### REQUIREMENT
Among the entries below, one line contains "M638 0H662L516 134" and another contains "M1190 742 1233". Transcribe those two lines and every line between them, exactly.

### DATA FOR THIS EXERCISE
________________

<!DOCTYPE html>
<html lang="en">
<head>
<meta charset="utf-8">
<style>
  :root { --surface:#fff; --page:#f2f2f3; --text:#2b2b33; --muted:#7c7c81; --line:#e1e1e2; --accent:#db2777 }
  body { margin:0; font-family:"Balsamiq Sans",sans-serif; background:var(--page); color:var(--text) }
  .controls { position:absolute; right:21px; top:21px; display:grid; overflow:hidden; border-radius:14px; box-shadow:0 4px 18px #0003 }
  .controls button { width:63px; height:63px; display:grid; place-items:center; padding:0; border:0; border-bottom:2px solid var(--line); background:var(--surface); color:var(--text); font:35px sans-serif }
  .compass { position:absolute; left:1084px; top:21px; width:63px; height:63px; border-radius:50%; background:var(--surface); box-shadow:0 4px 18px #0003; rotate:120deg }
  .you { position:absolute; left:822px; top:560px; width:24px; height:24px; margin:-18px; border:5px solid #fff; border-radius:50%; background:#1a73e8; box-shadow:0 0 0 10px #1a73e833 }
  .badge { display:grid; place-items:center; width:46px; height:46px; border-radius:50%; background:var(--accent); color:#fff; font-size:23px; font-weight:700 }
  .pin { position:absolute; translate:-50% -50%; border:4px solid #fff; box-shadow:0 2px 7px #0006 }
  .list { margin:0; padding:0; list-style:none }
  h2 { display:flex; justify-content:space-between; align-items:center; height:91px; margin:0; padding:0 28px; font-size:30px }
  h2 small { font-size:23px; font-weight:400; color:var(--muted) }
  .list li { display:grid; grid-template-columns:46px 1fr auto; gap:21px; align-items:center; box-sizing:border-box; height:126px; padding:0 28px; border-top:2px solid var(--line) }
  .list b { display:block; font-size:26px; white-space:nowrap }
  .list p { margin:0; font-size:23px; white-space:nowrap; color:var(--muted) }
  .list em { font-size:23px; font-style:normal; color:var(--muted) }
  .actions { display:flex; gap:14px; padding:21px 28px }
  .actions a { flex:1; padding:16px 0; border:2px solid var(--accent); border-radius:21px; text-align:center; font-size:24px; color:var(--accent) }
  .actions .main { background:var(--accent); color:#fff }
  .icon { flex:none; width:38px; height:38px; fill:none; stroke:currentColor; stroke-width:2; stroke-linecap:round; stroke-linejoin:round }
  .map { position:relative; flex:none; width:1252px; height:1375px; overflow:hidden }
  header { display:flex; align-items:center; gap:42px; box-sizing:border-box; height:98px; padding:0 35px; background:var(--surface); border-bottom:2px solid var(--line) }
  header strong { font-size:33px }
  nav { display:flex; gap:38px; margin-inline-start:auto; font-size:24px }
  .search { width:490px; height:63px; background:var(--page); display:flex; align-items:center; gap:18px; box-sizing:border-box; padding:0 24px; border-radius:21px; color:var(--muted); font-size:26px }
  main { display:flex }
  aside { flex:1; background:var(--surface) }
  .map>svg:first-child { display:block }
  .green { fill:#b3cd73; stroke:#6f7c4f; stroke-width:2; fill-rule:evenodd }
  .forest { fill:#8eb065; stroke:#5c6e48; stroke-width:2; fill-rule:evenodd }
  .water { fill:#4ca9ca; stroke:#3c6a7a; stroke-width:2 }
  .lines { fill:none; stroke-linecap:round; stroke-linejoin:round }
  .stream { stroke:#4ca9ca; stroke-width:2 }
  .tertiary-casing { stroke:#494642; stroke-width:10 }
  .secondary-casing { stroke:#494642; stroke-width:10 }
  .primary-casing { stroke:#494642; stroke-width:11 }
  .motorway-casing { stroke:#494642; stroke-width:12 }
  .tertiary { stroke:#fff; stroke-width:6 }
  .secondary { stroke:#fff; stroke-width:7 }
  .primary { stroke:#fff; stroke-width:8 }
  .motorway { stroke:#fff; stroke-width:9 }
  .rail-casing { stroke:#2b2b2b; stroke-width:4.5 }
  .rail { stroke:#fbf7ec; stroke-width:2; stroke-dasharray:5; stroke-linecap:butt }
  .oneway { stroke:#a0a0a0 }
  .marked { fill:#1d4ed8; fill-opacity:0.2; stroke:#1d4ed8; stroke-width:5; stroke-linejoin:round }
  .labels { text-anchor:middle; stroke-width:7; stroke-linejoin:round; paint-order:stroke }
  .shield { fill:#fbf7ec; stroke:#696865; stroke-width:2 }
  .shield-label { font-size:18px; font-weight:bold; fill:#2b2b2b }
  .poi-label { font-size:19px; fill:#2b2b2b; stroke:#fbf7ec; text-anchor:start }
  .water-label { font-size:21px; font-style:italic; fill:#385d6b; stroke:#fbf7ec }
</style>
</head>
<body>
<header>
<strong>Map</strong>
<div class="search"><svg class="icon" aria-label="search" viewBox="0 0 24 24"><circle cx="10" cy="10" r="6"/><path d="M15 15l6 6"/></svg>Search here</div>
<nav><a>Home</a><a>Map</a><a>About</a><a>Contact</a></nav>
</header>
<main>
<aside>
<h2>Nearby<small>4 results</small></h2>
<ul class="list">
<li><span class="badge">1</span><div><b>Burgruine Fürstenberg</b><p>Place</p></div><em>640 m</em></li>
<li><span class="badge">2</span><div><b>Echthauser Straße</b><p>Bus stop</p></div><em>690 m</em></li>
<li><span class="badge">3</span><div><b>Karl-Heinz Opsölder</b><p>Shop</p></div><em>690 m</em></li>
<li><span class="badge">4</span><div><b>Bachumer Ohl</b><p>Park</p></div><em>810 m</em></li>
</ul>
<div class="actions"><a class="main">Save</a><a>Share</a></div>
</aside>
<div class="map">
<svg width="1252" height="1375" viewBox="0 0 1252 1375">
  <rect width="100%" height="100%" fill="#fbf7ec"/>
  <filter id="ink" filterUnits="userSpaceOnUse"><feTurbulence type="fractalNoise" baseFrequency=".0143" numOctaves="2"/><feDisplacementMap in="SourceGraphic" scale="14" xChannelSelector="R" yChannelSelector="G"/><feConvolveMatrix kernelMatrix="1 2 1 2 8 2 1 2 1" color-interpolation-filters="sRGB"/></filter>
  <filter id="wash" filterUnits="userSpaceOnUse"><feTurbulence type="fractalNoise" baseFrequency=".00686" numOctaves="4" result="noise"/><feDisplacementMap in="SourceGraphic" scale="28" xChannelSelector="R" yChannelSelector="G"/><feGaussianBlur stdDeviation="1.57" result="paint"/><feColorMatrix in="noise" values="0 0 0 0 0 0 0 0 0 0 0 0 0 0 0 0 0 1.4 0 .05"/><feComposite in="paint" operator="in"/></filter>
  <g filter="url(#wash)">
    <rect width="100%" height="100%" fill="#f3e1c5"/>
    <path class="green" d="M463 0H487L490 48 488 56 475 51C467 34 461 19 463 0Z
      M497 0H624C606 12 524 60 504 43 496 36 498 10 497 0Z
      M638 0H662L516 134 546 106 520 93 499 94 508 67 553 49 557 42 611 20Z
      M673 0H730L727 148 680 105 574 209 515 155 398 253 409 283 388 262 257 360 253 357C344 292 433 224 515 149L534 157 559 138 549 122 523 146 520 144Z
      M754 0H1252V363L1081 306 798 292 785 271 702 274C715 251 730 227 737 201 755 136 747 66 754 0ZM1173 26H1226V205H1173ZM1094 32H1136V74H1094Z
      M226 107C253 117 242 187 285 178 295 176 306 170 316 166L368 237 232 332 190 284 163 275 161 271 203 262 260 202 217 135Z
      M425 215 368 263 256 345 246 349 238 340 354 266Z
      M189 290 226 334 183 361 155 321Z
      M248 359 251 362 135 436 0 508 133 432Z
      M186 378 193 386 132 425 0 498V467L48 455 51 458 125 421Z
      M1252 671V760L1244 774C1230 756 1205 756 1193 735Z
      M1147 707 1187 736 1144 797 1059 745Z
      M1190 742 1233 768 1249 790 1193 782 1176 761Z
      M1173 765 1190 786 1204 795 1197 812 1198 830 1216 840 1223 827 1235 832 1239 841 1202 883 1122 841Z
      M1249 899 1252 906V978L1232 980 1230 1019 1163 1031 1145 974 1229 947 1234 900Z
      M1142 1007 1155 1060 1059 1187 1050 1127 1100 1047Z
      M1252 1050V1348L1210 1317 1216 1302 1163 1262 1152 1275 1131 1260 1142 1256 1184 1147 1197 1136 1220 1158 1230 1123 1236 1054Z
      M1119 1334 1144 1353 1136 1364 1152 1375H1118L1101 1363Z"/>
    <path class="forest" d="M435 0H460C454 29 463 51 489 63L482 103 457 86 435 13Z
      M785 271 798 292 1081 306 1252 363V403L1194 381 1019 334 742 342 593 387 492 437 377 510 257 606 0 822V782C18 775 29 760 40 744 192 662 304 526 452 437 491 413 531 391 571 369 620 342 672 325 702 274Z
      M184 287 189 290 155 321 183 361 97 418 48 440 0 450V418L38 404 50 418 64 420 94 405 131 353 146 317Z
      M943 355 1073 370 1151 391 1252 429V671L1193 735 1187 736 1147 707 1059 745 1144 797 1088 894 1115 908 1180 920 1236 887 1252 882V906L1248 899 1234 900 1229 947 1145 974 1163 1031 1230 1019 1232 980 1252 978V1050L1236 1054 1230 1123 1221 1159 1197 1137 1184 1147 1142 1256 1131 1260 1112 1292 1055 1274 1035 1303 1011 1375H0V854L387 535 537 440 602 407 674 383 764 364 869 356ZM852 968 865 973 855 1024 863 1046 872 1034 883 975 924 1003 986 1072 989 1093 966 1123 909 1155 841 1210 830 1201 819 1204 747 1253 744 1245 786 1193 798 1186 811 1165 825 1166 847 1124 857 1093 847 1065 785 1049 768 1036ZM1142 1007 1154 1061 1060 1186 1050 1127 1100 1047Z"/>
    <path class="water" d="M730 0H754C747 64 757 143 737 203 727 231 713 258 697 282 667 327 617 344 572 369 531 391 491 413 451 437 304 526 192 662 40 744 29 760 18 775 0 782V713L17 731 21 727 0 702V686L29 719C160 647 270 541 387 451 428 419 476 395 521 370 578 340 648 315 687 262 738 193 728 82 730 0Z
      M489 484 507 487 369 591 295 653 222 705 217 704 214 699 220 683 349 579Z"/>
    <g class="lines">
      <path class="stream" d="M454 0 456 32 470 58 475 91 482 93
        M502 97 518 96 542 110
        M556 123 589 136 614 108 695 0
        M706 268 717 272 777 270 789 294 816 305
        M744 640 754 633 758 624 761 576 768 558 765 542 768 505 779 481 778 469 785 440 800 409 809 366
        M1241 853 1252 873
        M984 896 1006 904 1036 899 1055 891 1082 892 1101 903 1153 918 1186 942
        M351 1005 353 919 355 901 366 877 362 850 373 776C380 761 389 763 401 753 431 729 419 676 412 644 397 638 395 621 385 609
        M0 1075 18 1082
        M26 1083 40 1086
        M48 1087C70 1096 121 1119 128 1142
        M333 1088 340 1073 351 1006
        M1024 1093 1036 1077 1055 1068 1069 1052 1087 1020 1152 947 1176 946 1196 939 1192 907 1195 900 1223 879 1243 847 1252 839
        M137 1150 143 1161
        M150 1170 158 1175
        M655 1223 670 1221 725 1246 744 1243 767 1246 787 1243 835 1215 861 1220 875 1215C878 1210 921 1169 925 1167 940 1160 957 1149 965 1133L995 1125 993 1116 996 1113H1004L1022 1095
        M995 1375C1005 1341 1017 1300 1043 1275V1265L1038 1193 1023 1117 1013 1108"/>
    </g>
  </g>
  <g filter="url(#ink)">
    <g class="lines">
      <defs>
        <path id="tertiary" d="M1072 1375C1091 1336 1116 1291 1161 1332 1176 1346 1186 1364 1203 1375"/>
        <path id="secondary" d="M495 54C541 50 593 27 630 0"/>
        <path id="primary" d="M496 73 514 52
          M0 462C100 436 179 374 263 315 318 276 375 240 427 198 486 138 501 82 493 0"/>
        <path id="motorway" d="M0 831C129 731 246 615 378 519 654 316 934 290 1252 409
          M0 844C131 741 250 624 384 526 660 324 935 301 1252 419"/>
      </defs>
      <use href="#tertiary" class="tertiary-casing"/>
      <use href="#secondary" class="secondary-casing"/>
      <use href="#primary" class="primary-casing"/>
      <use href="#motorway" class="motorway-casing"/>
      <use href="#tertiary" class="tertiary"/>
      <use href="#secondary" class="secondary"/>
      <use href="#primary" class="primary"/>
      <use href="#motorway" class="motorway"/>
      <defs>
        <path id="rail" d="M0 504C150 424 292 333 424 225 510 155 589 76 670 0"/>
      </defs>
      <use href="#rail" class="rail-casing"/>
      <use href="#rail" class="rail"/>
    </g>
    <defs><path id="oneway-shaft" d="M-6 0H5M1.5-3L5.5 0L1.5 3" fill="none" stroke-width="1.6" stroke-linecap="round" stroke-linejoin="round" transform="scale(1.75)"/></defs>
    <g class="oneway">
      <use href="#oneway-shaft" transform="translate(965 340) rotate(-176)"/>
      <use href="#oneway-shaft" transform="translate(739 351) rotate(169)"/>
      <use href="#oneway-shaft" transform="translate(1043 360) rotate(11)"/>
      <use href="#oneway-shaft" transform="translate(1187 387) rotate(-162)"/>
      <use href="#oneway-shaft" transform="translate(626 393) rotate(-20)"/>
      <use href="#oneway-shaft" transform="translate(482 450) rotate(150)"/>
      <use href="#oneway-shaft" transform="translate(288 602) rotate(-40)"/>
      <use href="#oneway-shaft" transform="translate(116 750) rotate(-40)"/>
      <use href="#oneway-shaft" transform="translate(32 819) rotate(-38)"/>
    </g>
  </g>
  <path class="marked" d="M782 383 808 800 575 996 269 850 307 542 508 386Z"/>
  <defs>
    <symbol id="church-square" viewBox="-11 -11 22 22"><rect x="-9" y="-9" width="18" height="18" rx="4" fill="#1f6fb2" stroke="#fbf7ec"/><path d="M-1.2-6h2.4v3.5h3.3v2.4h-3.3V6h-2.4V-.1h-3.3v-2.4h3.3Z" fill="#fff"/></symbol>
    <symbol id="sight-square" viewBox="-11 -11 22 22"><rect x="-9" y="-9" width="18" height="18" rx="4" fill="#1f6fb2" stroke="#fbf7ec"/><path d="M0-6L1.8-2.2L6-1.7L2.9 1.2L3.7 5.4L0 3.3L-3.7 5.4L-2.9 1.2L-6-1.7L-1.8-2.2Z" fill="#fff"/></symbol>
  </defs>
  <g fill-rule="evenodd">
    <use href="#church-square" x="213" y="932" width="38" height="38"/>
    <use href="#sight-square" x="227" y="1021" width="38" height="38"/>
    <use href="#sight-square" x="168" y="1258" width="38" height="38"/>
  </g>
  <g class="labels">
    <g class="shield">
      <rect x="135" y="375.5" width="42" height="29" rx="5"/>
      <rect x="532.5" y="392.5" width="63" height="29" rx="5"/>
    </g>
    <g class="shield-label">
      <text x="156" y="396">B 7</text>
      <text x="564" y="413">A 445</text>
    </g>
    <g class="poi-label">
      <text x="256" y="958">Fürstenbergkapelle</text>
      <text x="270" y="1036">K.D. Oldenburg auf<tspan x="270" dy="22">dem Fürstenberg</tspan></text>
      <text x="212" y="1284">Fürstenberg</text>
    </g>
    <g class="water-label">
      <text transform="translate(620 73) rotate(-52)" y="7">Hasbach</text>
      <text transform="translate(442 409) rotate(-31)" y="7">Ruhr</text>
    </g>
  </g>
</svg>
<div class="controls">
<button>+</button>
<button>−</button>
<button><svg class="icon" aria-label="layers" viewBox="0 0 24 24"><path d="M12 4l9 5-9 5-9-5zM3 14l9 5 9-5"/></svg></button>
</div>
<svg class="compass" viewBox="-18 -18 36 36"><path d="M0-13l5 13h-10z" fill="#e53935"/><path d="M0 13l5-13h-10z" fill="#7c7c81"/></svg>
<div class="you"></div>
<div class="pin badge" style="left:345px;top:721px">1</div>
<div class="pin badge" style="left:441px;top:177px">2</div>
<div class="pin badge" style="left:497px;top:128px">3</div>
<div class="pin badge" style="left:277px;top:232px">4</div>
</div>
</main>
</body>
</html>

________________

### ANSWER AREA
      M638 0H662L516 134 546 106 520 93 499 94 508 67 553 49 557 42 611 20Z
      M673 0H730L727 148 680 105 574 209 515 155 398 253 409 283 388 262 257 360 253 357C344 292 433 224 515 149L534 157 559 138 549 122 523 146 520 144Z
      M754 0H1252V363L1081 306 798 292 785 271 702 274C715 251 730 227 737 201 755 136 747 66 754 0ZM1173 26H1226V205H1173ZM1094 32H1136V74H1094Z
      M226 107C253 117 242 187 285 178 295 176 306 170 316 166L368 237 232 332 190 284 163 275 161 271 203 262 260 202 217 135Z
      M425 215 368 263 256 345 246 349 238 340 354 266Z
      M189 290 226 334 183 361 155 321Z
      M248 359 251 362 135 436 0 508 133 432Z
      M186 378 193 386 132 425 0 498V467L48 455 51 458 125 421Z
      M1252 671V760L1244 774C1230 756 1205 756 1193 735Z
      M1147 707 1187 736 1144 797 1059 745Z
      M1190 742 1233 768 1249 790 1193 782 1176 761Z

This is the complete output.